▸ **TASK TO COMPLETE**: Your job is to copy the lines from the material that include "scale".

▸ **AVAILABLE DATA**:
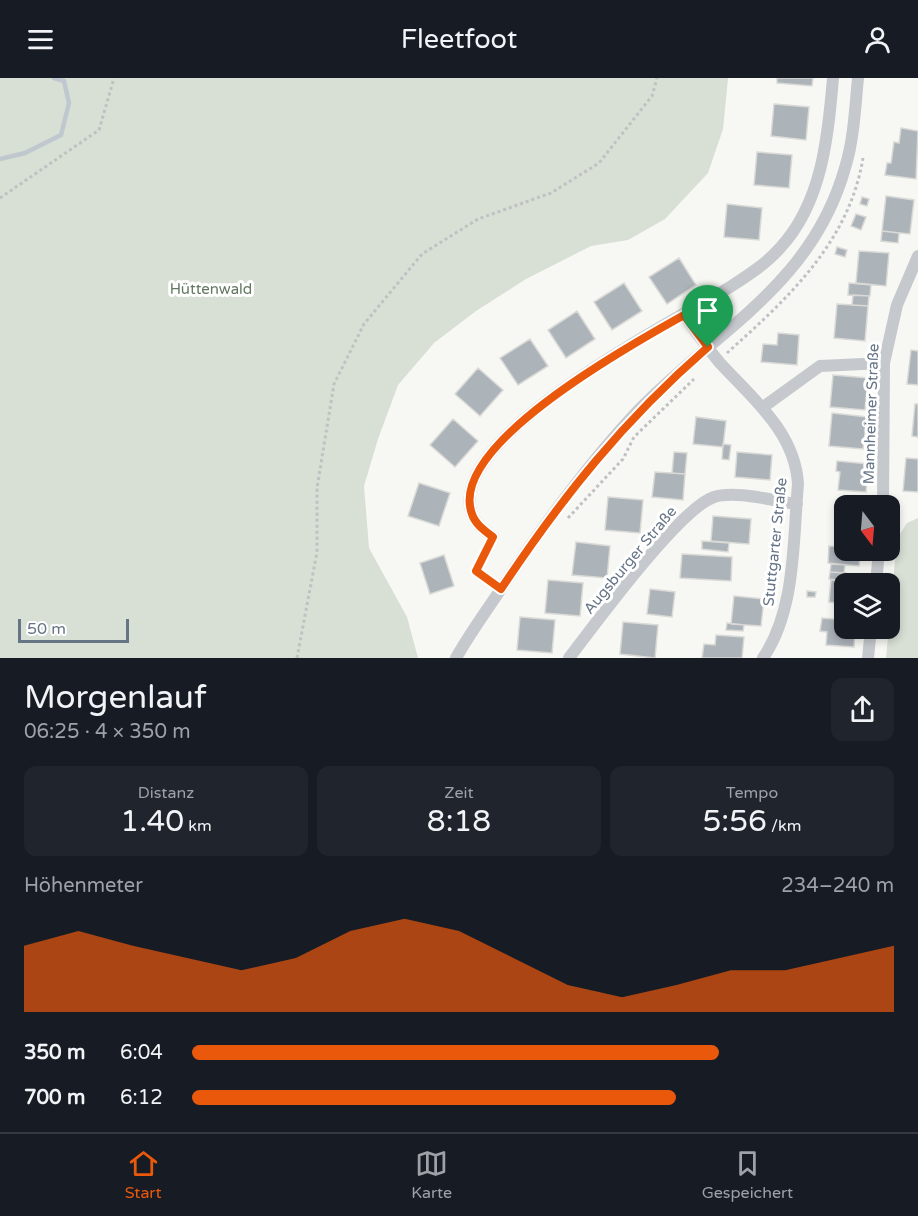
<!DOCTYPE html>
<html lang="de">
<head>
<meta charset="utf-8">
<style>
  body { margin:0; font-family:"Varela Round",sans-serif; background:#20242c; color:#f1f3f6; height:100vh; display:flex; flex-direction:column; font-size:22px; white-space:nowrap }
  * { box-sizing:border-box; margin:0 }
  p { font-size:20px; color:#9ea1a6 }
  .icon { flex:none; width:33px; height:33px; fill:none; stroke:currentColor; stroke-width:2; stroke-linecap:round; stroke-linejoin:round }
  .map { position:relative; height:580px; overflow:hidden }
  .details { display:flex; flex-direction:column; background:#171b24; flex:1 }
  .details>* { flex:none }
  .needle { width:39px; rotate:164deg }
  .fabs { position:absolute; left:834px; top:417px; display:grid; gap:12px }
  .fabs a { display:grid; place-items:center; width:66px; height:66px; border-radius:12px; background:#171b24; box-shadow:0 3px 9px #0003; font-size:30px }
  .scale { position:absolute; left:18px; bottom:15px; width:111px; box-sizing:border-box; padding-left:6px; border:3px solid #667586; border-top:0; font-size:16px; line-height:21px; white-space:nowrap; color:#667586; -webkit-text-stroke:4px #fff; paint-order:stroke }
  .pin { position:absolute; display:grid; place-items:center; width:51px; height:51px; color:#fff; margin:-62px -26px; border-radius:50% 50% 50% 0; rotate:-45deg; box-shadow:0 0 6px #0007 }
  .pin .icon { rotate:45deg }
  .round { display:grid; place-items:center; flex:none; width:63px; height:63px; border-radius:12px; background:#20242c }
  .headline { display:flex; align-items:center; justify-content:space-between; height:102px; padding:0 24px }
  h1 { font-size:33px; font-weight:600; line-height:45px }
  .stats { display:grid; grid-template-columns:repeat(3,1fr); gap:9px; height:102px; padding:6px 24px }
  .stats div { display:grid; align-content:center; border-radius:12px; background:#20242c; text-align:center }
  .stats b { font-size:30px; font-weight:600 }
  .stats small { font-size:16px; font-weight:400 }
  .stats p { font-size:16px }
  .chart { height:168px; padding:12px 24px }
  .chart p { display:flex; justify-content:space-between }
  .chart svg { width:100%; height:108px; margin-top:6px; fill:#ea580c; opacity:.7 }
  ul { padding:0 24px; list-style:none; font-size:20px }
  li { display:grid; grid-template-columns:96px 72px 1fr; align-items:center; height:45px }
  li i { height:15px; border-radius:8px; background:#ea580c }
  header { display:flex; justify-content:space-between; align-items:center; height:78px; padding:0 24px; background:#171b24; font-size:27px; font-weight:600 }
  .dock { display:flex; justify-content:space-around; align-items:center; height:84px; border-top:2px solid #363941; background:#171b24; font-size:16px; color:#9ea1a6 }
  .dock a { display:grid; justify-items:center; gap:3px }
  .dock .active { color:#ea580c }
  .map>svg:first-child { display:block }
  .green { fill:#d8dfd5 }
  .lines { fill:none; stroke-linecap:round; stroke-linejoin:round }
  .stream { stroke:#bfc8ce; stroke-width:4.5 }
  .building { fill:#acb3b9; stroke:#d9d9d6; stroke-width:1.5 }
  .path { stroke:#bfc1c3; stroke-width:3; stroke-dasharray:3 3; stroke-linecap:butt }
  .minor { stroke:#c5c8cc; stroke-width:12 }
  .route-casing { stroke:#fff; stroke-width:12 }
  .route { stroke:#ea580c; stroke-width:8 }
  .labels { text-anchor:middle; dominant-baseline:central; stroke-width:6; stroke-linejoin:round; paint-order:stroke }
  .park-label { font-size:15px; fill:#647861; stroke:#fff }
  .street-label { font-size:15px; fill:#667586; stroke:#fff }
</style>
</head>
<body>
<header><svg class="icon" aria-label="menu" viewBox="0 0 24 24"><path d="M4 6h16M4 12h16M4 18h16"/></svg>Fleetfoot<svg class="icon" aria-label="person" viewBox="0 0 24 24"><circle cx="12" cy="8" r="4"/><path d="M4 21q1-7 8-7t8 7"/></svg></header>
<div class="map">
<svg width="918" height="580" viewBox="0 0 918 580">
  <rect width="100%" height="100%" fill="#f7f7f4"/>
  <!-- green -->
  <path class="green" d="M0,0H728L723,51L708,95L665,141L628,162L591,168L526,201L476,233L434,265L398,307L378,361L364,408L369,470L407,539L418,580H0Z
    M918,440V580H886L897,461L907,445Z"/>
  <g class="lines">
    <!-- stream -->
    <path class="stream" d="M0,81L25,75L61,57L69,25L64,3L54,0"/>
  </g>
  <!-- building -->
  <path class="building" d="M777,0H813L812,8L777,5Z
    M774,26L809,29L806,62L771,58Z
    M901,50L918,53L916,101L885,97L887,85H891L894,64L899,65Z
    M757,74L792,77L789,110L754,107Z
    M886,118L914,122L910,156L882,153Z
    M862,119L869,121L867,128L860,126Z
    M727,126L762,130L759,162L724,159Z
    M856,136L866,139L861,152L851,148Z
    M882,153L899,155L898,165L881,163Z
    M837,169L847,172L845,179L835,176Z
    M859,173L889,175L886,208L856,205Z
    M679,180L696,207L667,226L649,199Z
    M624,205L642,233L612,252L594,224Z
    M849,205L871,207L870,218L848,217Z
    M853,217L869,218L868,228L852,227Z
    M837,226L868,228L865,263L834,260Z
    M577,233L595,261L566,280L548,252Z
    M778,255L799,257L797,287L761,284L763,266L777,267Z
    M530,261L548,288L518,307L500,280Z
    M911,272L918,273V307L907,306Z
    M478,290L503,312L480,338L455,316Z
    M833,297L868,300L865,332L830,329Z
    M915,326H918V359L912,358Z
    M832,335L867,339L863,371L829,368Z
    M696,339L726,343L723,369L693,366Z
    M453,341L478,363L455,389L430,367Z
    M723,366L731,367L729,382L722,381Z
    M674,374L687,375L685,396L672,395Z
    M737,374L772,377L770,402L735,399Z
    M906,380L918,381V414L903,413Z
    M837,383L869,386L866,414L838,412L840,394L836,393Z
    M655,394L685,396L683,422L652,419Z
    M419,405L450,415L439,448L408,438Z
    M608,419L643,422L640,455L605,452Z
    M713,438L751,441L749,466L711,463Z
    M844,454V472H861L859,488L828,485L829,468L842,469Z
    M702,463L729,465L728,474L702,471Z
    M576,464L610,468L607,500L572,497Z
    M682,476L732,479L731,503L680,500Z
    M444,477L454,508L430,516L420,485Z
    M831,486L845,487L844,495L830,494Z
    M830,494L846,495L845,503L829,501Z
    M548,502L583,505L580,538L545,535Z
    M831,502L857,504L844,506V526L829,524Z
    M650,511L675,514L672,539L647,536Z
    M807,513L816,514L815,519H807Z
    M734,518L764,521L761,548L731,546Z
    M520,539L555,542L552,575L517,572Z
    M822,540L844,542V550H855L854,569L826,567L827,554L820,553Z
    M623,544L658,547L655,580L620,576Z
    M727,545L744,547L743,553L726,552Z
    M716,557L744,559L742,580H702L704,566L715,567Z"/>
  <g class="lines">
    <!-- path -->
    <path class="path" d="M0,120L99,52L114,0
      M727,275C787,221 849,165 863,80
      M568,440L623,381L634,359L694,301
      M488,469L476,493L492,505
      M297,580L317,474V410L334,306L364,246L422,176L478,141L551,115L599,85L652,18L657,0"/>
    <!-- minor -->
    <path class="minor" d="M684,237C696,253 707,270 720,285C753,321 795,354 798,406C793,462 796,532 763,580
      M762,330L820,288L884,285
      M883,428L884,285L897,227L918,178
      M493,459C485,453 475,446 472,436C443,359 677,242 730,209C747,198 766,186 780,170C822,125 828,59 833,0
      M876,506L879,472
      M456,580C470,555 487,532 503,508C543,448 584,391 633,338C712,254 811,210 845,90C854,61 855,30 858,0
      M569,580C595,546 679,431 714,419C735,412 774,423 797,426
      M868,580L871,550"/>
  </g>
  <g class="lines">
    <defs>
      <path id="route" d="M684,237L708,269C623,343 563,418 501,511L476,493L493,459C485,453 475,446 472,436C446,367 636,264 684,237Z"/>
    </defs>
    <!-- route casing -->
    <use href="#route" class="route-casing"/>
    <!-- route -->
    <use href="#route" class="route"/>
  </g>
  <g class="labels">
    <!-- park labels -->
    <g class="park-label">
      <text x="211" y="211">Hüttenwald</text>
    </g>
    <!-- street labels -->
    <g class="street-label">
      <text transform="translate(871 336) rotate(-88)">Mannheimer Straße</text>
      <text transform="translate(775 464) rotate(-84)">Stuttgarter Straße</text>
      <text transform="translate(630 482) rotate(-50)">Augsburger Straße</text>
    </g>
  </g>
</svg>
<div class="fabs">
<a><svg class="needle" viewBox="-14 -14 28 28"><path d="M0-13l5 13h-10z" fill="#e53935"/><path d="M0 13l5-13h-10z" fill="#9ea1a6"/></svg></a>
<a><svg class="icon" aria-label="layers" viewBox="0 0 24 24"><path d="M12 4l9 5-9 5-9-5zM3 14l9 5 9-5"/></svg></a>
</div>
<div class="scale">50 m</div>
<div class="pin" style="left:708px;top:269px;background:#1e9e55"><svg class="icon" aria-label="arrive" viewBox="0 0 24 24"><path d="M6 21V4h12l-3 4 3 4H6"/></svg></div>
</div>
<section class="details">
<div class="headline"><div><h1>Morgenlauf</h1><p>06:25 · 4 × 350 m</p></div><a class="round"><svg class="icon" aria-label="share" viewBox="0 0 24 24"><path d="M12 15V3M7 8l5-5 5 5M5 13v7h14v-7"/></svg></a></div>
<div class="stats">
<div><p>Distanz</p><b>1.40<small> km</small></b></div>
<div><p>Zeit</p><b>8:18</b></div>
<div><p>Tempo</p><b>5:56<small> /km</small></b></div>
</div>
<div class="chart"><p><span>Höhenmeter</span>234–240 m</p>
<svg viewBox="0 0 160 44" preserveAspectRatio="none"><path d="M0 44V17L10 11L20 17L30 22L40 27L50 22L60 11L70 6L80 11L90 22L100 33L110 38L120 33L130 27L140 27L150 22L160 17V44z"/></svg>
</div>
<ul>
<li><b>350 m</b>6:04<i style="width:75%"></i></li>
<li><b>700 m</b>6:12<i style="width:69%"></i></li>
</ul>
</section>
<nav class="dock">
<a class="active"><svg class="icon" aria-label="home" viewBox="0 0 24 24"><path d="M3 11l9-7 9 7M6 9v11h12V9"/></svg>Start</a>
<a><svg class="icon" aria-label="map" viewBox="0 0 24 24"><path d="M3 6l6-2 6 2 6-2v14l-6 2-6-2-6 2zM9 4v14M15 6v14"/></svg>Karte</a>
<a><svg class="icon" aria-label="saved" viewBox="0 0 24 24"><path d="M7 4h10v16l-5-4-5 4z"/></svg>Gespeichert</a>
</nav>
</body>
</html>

▸ **EXERCISE SOLUTION**:
  .scale { position:absolute; left:18px; bottom:15px; width:111px; box-sizing:border-box; padding-left:6px; border:3px solid #667586; border-top:0; font-size:16px; line-height:21px; white-space:nowrap; color:#667586; -webkit-text-stroke:4px #fff; paint-order:stroke }
<div class="scale">50 m</div>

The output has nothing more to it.